Simultaneously, in session 6B Simon Wallace (Osgoode Hall Law School, Canada) presented his paper titled ‘An empirical study of ‘danger to the public’ immigration detentions in Canada (summer 2021)’, Natalia Torres (University of Vigo, Spain) made a presentation on ‘Understanding crimmigration practices in Spain: “preventive internment” of immigrants as a manifestation of ius puniendi’, and Lorena Avila (Rutgers University, US) gave a talk on ‘Latino until proven innocent: The mark of criminal history in bond hearings in U.S. Immigration Courts’.

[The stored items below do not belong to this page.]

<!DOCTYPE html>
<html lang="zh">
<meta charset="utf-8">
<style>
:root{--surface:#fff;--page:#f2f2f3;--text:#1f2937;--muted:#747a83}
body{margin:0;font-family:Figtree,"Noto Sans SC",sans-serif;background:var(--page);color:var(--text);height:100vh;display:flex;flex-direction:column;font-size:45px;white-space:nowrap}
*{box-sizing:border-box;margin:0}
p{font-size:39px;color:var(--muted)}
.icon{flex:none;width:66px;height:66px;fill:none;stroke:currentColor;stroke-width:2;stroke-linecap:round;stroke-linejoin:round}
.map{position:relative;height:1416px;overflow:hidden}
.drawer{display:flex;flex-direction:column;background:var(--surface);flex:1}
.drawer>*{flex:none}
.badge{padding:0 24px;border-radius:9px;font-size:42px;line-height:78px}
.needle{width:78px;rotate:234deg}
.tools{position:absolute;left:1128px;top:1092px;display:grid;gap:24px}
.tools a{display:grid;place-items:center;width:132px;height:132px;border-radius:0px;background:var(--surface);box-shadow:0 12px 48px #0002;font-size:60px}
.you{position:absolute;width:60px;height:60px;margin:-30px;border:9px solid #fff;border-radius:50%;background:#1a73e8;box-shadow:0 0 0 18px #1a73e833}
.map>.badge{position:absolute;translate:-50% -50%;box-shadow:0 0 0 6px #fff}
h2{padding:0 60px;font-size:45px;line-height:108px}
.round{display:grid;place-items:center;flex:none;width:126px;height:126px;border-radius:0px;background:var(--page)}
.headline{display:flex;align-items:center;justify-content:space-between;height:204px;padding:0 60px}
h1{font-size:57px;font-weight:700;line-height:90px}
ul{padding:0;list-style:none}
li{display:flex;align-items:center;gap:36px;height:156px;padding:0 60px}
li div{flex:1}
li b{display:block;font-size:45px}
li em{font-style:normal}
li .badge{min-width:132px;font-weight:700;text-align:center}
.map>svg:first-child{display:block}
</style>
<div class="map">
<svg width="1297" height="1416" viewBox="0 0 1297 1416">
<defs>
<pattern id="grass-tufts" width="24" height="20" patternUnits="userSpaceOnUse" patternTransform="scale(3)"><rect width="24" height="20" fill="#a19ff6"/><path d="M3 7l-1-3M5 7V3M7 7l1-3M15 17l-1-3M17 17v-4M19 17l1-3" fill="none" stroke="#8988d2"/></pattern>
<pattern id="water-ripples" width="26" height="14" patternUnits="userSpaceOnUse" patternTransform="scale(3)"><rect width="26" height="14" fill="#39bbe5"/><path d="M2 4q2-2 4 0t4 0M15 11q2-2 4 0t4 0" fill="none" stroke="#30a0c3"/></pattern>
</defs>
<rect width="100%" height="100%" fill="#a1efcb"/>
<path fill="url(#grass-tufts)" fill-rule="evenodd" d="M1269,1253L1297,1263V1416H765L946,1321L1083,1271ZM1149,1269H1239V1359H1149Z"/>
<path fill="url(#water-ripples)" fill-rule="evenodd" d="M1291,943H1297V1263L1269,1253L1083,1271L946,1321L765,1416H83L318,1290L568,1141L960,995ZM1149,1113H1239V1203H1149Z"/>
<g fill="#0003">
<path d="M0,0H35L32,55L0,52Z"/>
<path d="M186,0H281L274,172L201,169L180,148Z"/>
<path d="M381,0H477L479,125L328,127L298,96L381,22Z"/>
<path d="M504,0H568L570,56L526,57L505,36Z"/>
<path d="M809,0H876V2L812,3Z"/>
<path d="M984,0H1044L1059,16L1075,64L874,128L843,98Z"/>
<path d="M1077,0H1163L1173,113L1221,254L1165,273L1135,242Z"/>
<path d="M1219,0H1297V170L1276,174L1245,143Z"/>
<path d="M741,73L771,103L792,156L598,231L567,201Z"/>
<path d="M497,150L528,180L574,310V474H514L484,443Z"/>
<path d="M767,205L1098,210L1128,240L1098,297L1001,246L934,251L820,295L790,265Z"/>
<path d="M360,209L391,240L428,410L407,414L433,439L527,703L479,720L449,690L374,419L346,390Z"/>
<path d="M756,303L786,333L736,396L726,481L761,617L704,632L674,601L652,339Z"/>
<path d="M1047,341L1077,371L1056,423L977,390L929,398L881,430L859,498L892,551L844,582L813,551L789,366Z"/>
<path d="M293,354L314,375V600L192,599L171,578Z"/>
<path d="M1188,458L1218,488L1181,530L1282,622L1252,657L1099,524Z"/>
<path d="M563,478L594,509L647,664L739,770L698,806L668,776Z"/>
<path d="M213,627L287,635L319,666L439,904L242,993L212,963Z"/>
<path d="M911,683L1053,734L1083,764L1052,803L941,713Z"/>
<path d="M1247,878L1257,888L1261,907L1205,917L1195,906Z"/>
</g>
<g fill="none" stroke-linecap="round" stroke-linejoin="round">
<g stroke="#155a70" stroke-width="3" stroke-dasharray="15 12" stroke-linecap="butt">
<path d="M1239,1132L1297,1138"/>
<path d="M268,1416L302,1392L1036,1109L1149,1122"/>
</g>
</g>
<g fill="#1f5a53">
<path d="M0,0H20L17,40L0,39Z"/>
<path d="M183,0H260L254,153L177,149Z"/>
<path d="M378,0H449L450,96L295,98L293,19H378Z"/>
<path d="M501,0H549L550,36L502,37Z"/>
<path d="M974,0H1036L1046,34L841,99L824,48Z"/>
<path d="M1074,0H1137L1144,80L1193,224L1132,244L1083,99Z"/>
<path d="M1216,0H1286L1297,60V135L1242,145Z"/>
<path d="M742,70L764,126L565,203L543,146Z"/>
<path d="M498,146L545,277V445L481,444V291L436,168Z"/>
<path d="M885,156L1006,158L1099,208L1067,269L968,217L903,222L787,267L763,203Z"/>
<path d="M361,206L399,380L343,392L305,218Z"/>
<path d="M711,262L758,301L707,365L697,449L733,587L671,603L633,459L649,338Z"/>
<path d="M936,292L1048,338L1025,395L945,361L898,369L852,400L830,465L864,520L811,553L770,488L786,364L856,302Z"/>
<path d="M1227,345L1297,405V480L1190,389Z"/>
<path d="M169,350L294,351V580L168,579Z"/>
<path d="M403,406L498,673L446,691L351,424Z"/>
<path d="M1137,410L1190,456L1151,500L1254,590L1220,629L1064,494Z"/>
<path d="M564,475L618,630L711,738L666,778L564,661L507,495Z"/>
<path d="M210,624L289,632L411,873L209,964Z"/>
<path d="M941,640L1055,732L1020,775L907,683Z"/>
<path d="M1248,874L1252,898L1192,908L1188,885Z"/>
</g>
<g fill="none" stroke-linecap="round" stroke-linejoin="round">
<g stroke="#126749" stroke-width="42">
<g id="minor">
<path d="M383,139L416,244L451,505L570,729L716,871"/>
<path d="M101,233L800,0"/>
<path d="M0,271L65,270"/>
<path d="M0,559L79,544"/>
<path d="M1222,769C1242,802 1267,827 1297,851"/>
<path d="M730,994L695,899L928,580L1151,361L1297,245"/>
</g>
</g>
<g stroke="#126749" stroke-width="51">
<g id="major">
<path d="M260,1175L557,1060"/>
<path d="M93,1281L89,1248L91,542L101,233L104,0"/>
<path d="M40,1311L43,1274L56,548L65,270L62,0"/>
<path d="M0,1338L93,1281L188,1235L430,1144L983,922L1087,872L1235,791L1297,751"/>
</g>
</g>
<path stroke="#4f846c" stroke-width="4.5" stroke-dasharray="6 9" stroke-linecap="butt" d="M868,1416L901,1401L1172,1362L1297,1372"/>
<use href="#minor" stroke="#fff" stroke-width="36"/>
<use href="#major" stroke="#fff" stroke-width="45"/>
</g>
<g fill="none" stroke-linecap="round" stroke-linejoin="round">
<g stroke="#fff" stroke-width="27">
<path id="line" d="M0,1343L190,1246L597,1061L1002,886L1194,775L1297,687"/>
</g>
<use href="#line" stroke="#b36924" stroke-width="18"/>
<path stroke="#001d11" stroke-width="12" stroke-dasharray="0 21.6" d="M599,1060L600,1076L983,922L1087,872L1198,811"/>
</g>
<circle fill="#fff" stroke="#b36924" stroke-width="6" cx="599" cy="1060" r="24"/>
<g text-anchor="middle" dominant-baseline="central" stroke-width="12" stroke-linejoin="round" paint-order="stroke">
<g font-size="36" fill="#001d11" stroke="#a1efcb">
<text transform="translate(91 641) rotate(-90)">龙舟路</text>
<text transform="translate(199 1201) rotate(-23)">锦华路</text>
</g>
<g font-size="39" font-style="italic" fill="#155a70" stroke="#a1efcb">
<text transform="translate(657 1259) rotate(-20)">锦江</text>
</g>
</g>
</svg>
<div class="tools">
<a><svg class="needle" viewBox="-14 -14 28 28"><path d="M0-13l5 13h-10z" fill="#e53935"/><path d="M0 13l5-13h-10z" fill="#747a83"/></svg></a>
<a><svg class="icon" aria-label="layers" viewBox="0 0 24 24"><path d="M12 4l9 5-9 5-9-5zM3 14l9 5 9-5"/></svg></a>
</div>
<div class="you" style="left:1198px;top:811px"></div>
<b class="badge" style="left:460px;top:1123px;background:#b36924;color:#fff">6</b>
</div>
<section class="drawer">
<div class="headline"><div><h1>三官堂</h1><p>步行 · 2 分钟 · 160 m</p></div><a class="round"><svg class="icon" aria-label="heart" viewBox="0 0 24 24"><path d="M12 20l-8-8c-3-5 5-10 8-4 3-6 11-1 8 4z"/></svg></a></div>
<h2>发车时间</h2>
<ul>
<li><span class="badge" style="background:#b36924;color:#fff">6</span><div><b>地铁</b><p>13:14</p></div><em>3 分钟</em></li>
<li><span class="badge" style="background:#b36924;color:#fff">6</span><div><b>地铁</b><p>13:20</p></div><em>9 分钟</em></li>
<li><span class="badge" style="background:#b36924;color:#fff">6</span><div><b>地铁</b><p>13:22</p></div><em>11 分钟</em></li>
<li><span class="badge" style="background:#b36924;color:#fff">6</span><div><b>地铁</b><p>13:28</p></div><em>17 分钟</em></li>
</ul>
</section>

From left to right: Silvia Rodríguez-Lopez, Lauren Heidbrink
Finally, two additional panel sessions hosted the last presentations of the conference. Session 7A brought together papers presented by North American scholars: ‘From Detention to abolition: The care of unaccompanied children in the United States’ by Lauren Heidbrink (California State University, US), ‘”Where’s the Protection? Investigating the Potential for ‘Crimmigration’ of Refugee Children’ by Dale Ballucci (Western University, Canada) and ‘Zero-Tolerance at the U.S. Border: Understanding the Impact and Consequences of Family Separation’ by Mercedes Valadez (California State University, US).
From left to right: Giulia Fabini, Francesca Esposito, Lorena Rivas
In a different part of the venue, Francesca Esposito (Westminster University of London, UK; ‘Gendered Violence and Immigration Detention’), Lorena Rivas (Griffith University, Australia; ‘A Safe Haven? Women’s Experiences of Violence in Australian Immigration Detention’) and Sarah Turnbull (Waterloo University, Canada; ‘Reforming Immigration Detention in Canada and the United Kingdom: Learning from Critical Prison Studies and Abolitionist Perspectives’) presented their papers in session 7B.
From left to right: Cristina Fernández-Bessa, Ana Ballesteros
After three plenary lectures, fourteen panel sessions and forty two presentations, this two-day international conference was brought to a close by Carolina Sanchez Boe (Aarhus University, Denmark), who briefly presented her documentary film ‘Digital confinement’, and by the two academic chairs Ana Ballesteros and Cristina Fernández-Bessa (ECRIM) who focused their closing speech on future plans of collaborative research.